In that decision, the OMB ruled the city would only get parkland from the previous owner as a condition of development. Royal 7 took its fight over the $11 million to Ontario Superior Court.
The city retained an external law firm which argued it was entitled to both the parkland and the cash-in-lieu.
"Royal 7 attempts to rely on a technical and narrow interpretation of the Planning Act … to shirk its obligations and thereby obtain a windfall at the expense of the taxpayers," reads a court filing. "It should not be permitted to do so."
Justice Robert Charney dismissed the case in January 2018, deciding it was more appropriate for the OMB to hear it.
But the case never made it there because, that September, Vaughan city council, in a session closed to the public, approved a settlement under which the city would refund the money and Royal 7 would drop its case.
Lorello is still fighting to see the city council's minutes through an appeal of his freedom of information request.
As his own "sanity check" he hired David Donnelly, an environmental and municipal lawyer, to review the documents he had obtained.
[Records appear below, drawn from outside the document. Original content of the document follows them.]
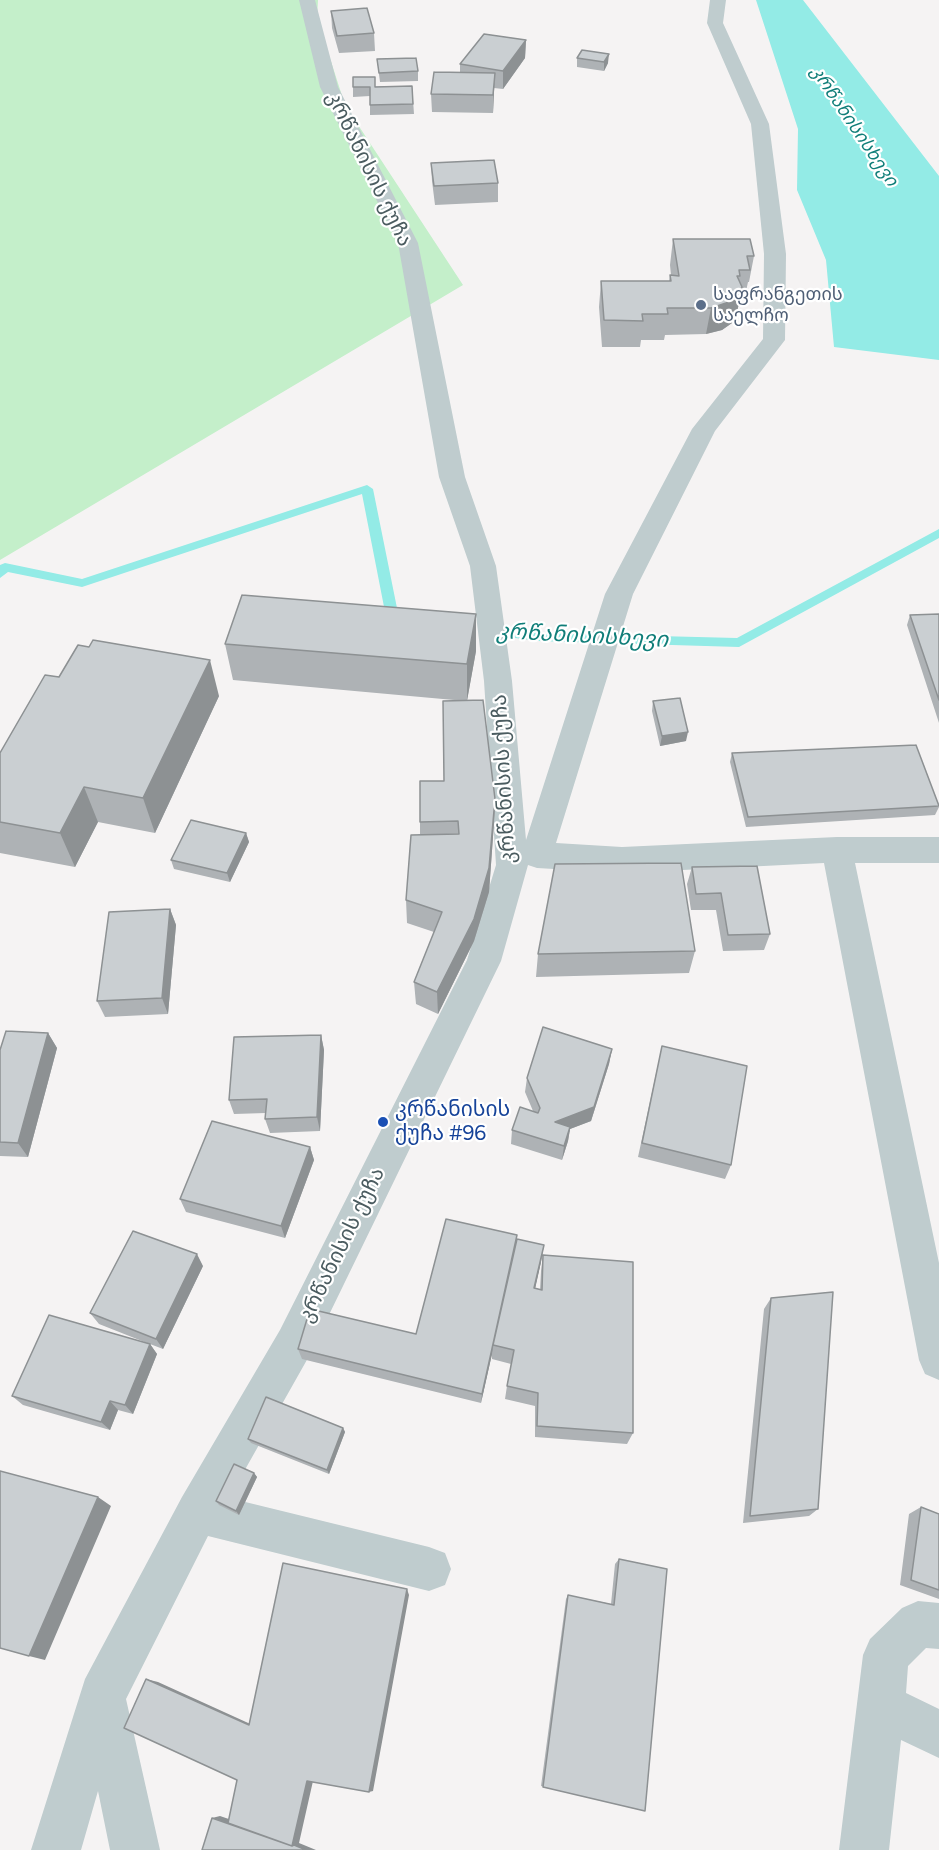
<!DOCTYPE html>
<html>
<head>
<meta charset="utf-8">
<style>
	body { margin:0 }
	canvas { display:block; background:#f5f3f3 }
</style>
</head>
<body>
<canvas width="939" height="1850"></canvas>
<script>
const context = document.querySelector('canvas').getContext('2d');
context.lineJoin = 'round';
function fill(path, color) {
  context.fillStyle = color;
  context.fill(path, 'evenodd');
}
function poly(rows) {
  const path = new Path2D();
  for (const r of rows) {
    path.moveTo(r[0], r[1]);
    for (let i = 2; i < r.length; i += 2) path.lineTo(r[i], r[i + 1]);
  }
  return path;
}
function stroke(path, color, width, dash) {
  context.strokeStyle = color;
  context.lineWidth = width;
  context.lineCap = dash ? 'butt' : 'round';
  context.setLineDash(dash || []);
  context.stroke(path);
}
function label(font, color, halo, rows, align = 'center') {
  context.font = font + ' Figtree,"Noto Sans Georgian",sans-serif';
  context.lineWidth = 4.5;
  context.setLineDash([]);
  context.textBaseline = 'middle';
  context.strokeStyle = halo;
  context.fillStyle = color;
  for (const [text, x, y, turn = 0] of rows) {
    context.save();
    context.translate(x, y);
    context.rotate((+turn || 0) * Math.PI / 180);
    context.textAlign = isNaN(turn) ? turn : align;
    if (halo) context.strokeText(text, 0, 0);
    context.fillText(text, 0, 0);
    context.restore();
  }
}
fill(poly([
	[0,0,318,0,317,18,345,105,463,285,0,560]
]), '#c4efca');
fill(poly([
	[756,0,803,0,939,176,939,360,834,347,826,260,797,190,798,129]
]), '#93ebe6');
fill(poly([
	[367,485,373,489,398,613,405,615,407,618,401,622,388,620,386,617,362,494,82,587,8,572,0,578,0,565,5,563,82,579,367,485],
	[939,529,939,538,739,647,538,641,485,634,479,630,485,626,538,633,737,638,939,529]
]), '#93ebe6');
fill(poly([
	[299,0,315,0,338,87,418,243,465,477,496,566,512,681,526,840,605,594,692,429,763,339,764,254,751,124,707,23,710,0,726,0,723,23,769,124,786,254,785,340,715,431,633,594,556,843,622,847,837,837,939,837,939,863,855,863,939,1263,939,1380,925,1374,919,1360,824,863,622,873,537,868,528,865,501,961,308,1358,229,1498,429,1547,445,1553,451,1569,445,1585,429,1591,208,1536,126,1699,160,1850,110,1850,98,1791,81,1850,31,1850,85,1679,182,1497,280,1330,467,960,496,865,484,681,470,566,439,477,398,243,320,87,299,0],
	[918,1601,939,1603,939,1649,926,1648,908,1666,906,1693,939,1709,939,1758,901,1740,889,1850,839,1850,863,1655,870,1639,902,1608,918,1601]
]), '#bfccce');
fill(poly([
	[331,11,374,33,375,51,339,53,332,28],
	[526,40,525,58,503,89,494,88,493,113,432,112,431,94,460,72,460,64],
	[582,50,608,63,604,71,577,67,577,58],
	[377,59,418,71,418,81,380,82],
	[412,86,414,114,370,115,370,96,353,97,353,87],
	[431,163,498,183,498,202,435,205,432,181],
	[673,239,754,256,749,282,748,282,745,296,740,296,737,313,732,323,722,330,706,334,665,335,664,340,641,340,640,347,602,347,599,307,601,281,669,281,670,275,671,275,670,265],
	[939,614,939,723,907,625,910,615],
	[225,644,476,651,467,700,495,799,494,823,489,892,474,941,438,1014,416,1004,414,982,434,932,407,923,406,900,420,835,420,822,444,781,465,701,233,680],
	[59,677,219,696,155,833,98,822,75,867,0,853,0,753],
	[653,701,686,741,660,746,652,711],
	[732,753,939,807,935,815,746,827,730,762],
	[246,833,249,842,230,882,174,869,171,860],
	[692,867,770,934,764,950,723,951,716,910,691,910,687,884],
	[170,909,176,925,168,1014,105,1017,97,1001],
	[695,951,689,973,536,977,538,954],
	[48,1033,57,1048,28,1157,0,1156,0,1050],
	[321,1035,324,1050,320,1131,270,1133,265,1119,266,1113,234,1114,229,1100],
	[662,1046,731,1165,725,1179,638,1157],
	[612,1049,609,1064,591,1121,570,1129,568,1141,562,1160,511,1144,512,1130,533,1111,525,1092,527,1078],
	[310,1147,314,1160,285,1238,186,1212,180,1199],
	[517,1239,541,1262,535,1288,540,1290,541,1271,543,1255,633,1433,627,1444,535,1437,535,1406,505,1399,507,1386,511,1364,492,1359,492,1354,481,1403,302,1359,298,1349,416,1334],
	[203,1266,163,1349,150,1344,157,1354,133,1414,118,1410,110,1430,23,1405,12,1396,147,1343,99,1324,90,1313],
	[771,1298,818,1509,809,1516,743,1523,764,1309],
	[343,1428,345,1432,329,1474,251,1443,248,1439],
	[254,1473,257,1477,239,1515,219,1505,216,1501],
	[921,1507,939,1514,939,1599,900,1585,909,1514],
	[619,1559,645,1811,541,1786,566,1599,568,1595,611,1604,615,1564]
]), '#aeb2b5');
fill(poly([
	[526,40,525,58,503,89,503,71],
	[609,54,608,63,604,71,604,62],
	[495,73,494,91,493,113,493,95],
	[742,287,737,313,732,323,722,330,706,334,711,308],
	[476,614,476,651,467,701,467,664],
	[210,660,219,696,155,833,143,798],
	[688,732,686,741,660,746,662,736],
	[84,787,98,822,75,867,60,833],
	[495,799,494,823,489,892,474,941,438,1014,437,992],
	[246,833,249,842,230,882,227,873],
	[170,909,176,925,168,1014,162,998],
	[48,1033,57,1048,28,1157,18,1143],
	[321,1035,324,1050,320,1131,317,1117],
	[612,1049,609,1064,591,1121,570,1129,568,1141,562,1160,564,1146,555,1122],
	[310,1147,314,1160,285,1238,281,1226],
	[517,1235,516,1247,493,1345,492,1354,481,1403,482,1394],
	[544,1245,541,1262,532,1303,534,1288],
	[197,1254,203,1266,163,1349,156,1339],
	[150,1344,157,1354,133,1414,125,1405],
	[110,1401,118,1410,110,1430,101,1422],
	[343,1428,345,1432,329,1474,327,1470],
	[254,1473,257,1477,239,1515,236,1511],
	[98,1497,111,1506,45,1660,29,1656],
	[407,1589,409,1595,373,1791,369,1792],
	[146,1679,158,1682,257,1727,249,1725],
	[307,1781,313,1781,299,1843,316,1850,306,1850,212,1818,220,1816,293,1841]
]), '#8d9193');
const building = poly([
	[367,8,374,33,337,36,331,11,367,8],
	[484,34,526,40,503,71,460,64,484,34],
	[582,50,609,54,604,62,577,58,582,50],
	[416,58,418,71,379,73,377,59,416,58],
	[434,72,495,73,493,95,431,94,434,72],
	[353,77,375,77,375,87,412,86,413,104,370,105,370,87,353,87,353,77],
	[494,160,498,183,434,186,431,163,494,160],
	[673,239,750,239,754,256,747,256,750,270,739,270,740,276,737,276,742,287,737,296,726,303,711,308,667,308,668,314,642,314,643,321,604,320,601,281,671,281,670,275,679,276,673,239],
	[242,595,476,614,467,664,225,644,242,595],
	[939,614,939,700,910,615,939,614],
	[93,640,210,660,143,798,84,787,60,833,0,822,0,753,45,675,59,677,78,645,89,647,93,640],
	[680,698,688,732,662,736,653,701,680,698],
	[483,700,495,799,489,868,474,919,437,992,414,982,442,912,406,900,411,835,459,834,458,821,420,822,420,781,444,781,443,701,483,700],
	[916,745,939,806,748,817,732,753,916,745],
	[191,820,246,833,227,873,171,860,191,820],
	[681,863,695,951,538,954,555,864,681,863],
	[757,866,770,934,728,935,721,893,696,894,692,867,757,866],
	[170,909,162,998,97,1001,109,912,170,909],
	[543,1027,612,1049,594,1107,555,1122,570,1127,564,1146,512,1130,520,1107,538,1113,540,1108,527,1078,543,1027],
	[6,1031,48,1033,18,1143,0,1142,0,1050,6,1031],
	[321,1035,317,1117,265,1119,267,1099,229,1100,234,1037,321,1035],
	[662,1046,747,1066,731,1165,642,1143,662,1046],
	[212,1121,310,1147,281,1226,180,1199,212,1121],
	[446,1219,517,1235,482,1394,298,1349,310,1309,416,1334,446,1219],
	[133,1231,197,1254,156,1339,90,1313,133,1231],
	[517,1239,544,1245,534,1288,542,1290,543,1255,633,1262,633,1433,537,1426,538,1393,507,1386,514,1350,493,1345,517,1239],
	[833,1292,818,1509,750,1516,771,1298,833,1292],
	[49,1315,150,1344,125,1405,110,1401,101,1422,12,1396,49,1315],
	[266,1397,343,1428,327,1470,248,1439,266,1397],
	[234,1464,254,1473,236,1511,216,1501,234,1464],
	[0,1471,98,1497,29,1656,0,1648,0,1471],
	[921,1507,939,1514,939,1590,911,1580,921,1507],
	[619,1559,667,1569,645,1811,543,1787,568,1595,614,1605,619,1559],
	[283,1563,407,1589,369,1792,307,1781,292,1846,228,1823,237,1780,124,1728,146,1679,249,1725,283,1563],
	[212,1818,292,1846,294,1845,306,1850,202,1850,212,1818]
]);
fill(building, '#cacfd2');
stroke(building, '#8d9193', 1.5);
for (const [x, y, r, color] of [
	[701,305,6,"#5c6f8a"],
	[383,1122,6,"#1a4fb4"]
]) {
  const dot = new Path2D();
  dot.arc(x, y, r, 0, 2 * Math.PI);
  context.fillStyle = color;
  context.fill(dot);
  stroke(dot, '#fff', 2);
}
label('italic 18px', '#107e79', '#fff', [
	["კრწანისისხევი",854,126,56]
]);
label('18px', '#4e5e75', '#fff', [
	["საფრანგეთის",713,295],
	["საელჩო",713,316]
], 'left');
label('21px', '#4b5c60', '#fff', [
	["კრწანისის ქუჩა",369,169,64],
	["კრწანისის ქუჩა",504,779,-93],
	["კრწანისის ქუჩა",342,1245,-64]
]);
label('21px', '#164399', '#fff', [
	["კრწანისის",395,1110],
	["ქუჩა #96",395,1134]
], 'left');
label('italic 22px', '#107e79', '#fff', [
	["კრწანისისხევი",582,636,3]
]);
</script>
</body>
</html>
"I've never seen a situation where a municipality has surrendered the right to collect both land and cash in lieu," said Donnelly. "There's a long line of cases that have said you can have both parkland — actual physical land donated — but also cash in lieu. That's been the [OMB] position for years."
CBC Toronto asked the city why it agreed to refund the cash.
In a statement, the city said it entered a confidential agreement with Royal 7 to "settle an appeal that satisfies the cash-in-lieu of parkland, including the dedication of parkland."
Work on the park above the garage is being co-ordinated with other work connected to the fifth condo tower and landscaping is expected to be finished by the end of the year, the city said.
The park will include "recreation facilities including a natural playground, an ice-skating loop, a splash pad and a pavilion" for public and private events, it said.
A lawyer for Royal 7 says his client has paid all the required charges for the development.
"My client is providing a strata park ... and is delivering a four-level underground public parking garage for use by the city as part of the settlement," said lawyer Quinto Annibale.
In an email to Lorello, reviewed by CBC Toronto, city staff said the garage includes parking for the public and commercial and residential visitors for three of the Expo City towers. The city also said the developer will own the garage, while it owns the park.
In his report to Lorello, Donnelly concludes that, if the city refuses to provide more information on the settlement, his client should report council's decision to the Ontario Provincial Police for further investigation.
"Why did they give the money away? There doesn't seem to be a logical explanation," said Donnelly.
"If there are documents, or there's something that we don't have that would explain the situation, then the police can very easily come to the bottom of that and the file will be opened and closed."